Kate alighted and strolled around the building, examining its structure with the eye of a professional. The house had not fallen into disrepair. The agent told her that Harry had lived the last days of his life here. She smiled and promised the old teamster’s spirit that in his home she would one day provide the laughter of children and the voices of a happy family and friends.
Oh, there was work to be done to make the house the place she imagined for the future. But time and money would easily do that. And the money would be there as her transport business flourished under her astute business management. She may have come to the new colony to build a hotel, but her dreams went further even than that now. One day she would be the richest woman in the colony . . . nay . . . the richest woman in Australia! Her dreams might be grander than her means at the moment, but she had youth, capital and ambition
on her side. She was a Duffy, she reminded herself. And the Duffys had overcome greater adversities than merely acquiring a fortune.
For a brief moment she felt a kind of uninvited bittersweet sadness intrude on her thoughts as if, somehow, the ghosts of her father and Old Billy were there with her. Curiously, she could not feel her beloved brother Michael’s spirit. Was it that she would feel his presence under other circumstances? she wondered. Would he come to her in some time of need?
How could it be that she had so much good fortune when the men in her family had suffered so much? Michael dead in far-off New Zealand. Her father buried in central-west Queensland and her brother Tom living life where a bullet from a police trooper or a hangman’s noose always shadowed his life.
The ghosts faded from her thoughts and she turned to the agent. ‘I think we should inspect inside, Mister Cafe,’ she said lightly and followed him up the broad wooden steps with their ornate timber supports. With a critical eye, she was already redesigning the house: a wall out there to give more room to the rather small dining room, a new polish to the teak floor, and paint to replace the peeling wallpaper which had suffered from the constant heat of Townsville.
‘The house has six bedrooms, Missus O’Keefe,’ the agent said as he stood in the room that was obviously designed as a place to dine.
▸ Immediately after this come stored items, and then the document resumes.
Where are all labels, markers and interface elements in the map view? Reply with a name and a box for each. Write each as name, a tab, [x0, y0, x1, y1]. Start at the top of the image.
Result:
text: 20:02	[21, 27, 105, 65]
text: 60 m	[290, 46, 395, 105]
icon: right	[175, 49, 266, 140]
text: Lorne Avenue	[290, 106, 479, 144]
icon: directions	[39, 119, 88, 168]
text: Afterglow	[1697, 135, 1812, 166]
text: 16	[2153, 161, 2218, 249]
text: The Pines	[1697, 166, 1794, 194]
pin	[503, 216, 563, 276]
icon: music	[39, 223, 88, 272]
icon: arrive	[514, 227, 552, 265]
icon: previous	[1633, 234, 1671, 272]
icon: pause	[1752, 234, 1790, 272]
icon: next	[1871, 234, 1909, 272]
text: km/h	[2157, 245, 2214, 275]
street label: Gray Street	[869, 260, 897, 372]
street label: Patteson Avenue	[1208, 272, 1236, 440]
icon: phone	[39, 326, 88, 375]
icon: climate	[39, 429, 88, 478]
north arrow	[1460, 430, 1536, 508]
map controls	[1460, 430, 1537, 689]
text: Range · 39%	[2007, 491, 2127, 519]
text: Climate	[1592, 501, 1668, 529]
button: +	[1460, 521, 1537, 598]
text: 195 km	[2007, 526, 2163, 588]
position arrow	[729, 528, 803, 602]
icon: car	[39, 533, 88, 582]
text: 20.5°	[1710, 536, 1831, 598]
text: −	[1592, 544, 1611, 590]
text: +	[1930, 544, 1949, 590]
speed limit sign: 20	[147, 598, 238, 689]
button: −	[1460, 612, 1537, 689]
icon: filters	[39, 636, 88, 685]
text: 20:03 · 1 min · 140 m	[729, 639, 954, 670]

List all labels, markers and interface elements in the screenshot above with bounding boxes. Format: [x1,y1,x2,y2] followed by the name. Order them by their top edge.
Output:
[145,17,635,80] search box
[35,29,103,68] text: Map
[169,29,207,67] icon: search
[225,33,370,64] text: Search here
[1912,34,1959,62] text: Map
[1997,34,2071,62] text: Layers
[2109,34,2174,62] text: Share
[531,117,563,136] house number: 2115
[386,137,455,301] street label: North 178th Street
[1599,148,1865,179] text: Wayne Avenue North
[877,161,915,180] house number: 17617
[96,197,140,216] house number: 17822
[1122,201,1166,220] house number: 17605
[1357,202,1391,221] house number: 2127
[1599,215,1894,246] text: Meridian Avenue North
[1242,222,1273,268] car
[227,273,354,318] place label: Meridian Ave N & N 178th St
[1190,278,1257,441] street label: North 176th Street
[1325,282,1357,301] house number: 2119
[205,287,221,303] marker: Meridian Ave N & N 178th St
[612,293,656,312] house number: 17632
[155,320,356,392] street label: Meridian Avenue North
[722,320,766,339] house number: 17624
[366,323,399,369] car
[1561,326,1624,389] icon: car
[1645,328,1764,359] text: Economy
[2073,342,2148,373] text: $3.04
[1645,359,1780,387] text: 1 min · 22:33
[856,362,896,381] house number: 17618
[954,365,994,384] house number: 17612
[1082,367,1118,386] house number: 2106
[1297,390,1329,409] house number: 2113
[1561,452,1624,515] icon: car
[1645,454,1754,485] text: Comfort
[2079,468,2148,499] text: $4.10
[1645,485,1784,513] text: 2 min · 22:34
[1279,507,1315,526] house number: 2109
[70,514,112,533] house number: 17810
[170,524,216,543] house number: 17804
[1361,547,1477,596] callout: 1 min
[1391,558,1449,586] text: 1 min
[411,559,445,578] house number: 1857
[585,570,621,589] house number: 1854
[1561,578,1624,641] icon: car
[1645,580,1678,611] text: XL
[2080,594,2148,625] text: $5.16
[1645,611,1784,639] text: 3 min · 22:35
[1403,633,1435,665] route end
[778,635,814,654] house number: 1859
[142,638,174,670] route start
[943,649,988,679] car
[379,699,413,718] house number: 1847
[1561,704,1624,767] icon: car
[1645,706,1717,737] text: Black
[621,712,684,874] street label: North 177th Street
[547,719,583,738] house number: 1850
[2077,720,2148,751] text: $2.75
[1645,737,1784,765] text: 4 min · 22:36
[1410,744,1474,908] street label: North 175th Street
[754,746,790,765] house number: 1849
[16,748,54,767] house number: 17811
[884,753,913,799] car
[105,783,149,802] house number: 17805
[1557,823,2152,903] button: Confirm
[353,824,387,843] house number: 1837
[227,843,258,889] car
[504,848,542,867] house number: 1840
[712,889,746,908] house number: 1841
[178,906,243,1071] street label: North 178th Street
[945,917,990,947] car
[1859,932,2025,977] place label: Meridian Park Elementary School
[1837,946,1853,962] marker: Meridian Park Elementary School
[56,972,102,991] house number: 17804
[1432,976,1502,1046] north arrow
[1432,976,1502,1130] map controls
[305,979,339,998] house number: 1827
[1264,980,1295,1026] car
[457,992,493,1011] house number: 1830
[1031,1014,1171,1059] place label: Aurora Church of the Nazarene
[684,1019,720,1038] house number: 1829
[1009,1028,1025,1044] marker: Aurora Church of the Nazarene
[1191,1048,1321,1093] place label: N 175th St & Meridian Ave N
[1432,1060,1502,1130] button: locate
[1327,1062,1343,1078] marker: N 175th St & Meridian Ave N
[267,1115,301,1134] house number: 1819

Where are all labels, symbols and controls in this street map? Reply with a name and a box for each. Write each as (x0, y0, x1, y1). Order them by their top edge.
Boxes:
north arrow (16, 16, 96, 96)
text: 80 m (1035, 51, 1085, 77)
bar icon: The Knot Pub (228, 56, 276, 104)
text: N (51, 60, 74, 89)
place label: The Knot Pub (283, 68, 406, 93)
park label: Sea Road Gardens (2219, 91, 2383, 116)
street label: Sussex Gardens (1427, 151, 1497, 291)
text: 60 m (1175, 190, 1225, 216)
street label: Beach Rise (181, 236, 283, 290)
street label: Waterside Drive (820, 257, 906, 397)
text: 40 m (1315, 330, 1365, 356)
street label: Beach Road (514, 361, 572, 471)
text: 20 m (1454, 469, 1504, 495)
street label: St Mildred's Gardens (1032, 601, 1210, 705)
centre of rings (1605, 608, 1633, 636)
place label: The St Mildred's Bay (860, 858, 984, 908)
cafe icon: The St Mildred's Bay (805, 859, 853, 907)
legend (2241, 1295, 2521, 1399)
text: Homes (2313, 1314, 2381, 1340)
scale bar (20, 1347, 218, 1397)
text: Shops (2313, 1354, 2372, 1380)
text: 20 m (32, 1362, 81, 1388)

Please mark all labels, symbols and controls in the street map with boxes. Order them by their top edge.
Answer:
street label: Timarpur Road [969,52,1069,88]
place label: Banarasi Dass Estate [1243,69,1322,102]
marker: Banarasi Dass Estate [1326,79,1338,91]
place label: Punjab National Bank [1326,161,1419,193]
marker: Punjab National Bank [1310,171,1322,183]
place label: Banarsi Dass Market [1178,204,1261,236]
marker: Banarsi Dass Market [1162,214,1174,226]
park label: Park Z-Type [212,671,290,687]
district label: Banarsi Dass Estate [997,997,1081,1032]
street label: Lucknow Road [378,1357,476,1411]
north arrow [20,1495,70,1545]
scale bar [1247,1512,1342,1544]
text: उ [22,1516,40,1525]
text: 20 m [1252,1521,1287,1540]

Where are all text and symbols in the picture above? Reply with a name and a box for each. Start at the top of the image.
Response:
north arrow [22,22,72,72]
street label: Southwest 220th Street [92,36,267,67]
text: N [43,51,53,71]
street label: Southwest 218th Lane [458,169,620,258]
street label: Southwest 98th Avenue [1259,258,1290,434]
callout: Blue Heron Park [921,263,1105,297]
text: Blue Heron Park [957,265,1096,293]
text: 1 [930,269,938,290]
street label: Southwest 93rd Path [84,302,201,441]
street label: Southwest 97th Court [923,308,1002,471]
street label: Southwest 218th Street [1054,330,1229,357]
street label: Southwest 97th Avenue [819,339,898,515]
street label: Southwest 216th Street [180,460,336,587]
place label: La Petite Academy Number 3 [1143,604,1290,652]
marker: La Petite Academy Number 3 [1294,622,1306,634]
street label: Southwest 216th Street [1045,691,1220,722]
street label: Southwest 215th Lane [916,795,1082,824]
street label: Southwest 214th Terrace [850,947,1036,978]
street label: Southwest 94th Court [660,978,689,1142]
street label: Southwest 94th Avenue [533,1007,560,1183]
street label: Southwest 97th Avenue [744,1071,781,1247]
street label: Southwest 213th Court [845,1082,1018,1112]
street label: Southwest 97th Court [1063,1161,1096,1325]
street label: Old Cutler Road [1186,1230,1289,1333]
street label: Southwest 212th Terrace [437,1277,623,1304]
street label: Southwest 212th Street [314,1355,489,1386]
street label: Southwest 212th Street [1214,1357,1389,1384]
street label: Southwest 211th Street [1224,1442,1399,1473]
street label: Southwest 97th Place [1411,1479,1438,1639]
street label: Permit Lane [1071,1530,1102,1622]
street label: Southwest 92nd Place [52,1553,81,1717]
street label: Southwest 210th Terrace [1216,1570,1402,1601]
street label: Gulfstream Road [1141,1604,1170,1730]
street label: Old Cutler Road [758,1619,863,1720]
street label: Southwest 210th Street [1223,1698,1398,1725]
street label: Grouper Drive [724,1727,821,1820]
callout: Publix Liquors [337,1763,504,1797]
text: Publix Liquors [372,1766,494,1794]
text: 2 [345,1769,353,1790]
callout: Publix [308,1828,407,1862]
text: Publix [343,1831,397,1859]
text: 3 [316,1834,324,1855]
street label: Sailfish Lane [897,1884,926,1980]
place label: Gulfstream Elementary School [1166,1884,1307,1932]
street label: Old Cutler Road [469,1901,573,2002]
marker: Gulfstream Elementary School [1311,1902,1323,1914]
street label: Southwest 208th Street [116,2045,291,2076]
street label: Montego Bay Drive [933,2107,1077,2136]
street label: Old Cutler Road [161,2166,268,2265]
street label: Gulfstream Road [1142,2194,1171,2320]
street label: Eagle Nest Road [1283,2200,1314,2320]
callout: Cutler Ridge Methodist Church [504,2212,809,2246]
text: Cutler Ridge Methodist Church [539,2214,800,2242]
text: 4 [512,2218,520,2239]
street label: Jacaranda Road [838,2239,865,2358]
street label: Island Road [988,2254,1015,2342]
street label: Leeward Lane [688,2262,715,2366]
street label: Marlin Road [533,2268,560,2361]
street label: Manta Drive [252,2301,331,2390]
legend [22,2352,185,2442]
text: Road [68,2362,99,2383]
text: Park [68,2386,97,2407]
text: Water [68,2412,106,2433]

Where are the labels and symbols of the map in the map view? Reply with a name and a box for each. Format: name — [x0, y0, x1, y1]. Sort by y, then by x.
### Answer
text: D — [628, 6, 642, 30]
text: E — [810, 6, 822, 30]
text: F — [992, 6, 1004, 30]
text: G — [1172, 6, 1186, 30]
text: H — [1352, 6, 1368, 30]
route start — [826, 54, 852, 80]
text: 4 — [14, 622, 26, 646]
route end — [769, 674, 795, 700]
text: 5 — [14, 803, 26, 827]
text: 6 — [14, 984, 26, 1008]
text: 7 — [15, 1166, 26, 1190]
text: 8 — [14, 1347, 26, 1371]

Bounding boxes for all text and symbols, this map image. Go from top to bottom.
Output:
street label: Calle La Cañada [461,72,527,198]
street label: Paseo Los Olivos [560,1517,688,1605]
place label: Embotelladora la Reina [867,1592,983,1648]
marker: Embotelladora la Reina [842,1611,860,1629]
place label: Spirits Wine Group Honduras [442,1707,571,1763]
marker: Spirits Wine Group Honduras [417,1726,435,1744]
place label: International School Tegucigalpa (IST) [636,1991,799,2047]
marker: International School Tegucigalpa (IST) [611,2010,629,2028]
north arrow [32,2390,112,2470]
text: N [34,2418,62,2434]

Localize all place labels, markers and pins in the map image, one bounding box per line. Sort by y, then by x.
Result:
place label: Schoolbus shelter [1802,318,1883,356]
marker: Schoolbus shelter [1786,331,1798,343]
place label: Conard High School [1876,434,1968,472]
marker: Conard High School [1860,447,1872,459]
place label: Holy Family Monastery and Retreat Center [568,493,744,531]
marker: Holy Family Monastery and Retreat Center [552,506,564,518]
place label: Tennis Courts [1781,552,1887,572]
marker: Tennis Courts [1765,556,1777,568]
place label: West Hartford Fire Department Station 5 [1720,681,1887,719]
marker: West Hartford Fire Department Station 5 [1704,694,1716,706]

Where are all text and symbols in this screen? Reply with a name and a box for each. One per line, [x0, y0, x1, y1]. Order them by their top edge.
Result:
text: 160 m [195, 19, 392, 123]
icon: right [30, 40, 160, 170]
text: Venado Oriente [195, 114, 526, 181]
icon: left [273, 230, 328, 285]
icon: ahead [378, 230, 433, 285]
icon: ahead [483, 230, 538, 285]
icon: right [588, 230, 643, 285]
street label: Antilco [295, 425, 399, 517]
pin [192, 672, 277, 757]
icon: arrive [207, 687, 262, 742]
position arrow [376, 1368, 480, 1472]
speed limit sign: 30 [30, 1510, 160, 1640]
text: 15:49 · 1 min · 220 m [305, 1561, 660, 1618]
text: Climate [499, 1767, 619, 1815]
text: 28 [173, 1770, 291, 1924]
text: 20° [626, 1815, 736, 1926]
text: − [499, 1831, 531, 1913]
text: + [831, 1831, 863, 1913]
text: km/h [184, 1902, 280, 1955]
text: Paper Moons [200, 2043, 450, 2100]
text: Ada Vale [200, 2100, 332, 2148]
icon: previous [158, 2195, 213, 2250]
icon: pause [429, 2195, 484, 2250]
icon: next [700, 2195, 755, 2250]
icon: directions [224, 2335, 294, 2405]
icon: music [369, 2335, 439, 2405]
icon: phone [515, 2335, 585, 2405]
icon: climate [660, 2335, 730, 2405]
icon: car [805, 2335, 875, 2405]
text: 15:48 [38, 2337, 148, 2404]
It appeared the old teamster had grandiose ideas for his retirement, but he had lacked a woman’s fertile imagination for style. His functionalism tended to compartmentalise the house into practical areas.
‘Big enough to start a family . . .’ the agent bit his tongue as he remembered the tragic stories he had heard about the beautiful young woman, deserted by a worthless husband years earlier. Being a staunch Catholic himself, he realised that Missus O’Keefe probably considered herself still married, regardless of the long separation, and as such unable to remarry. Divorce was out of the question under the circumstances.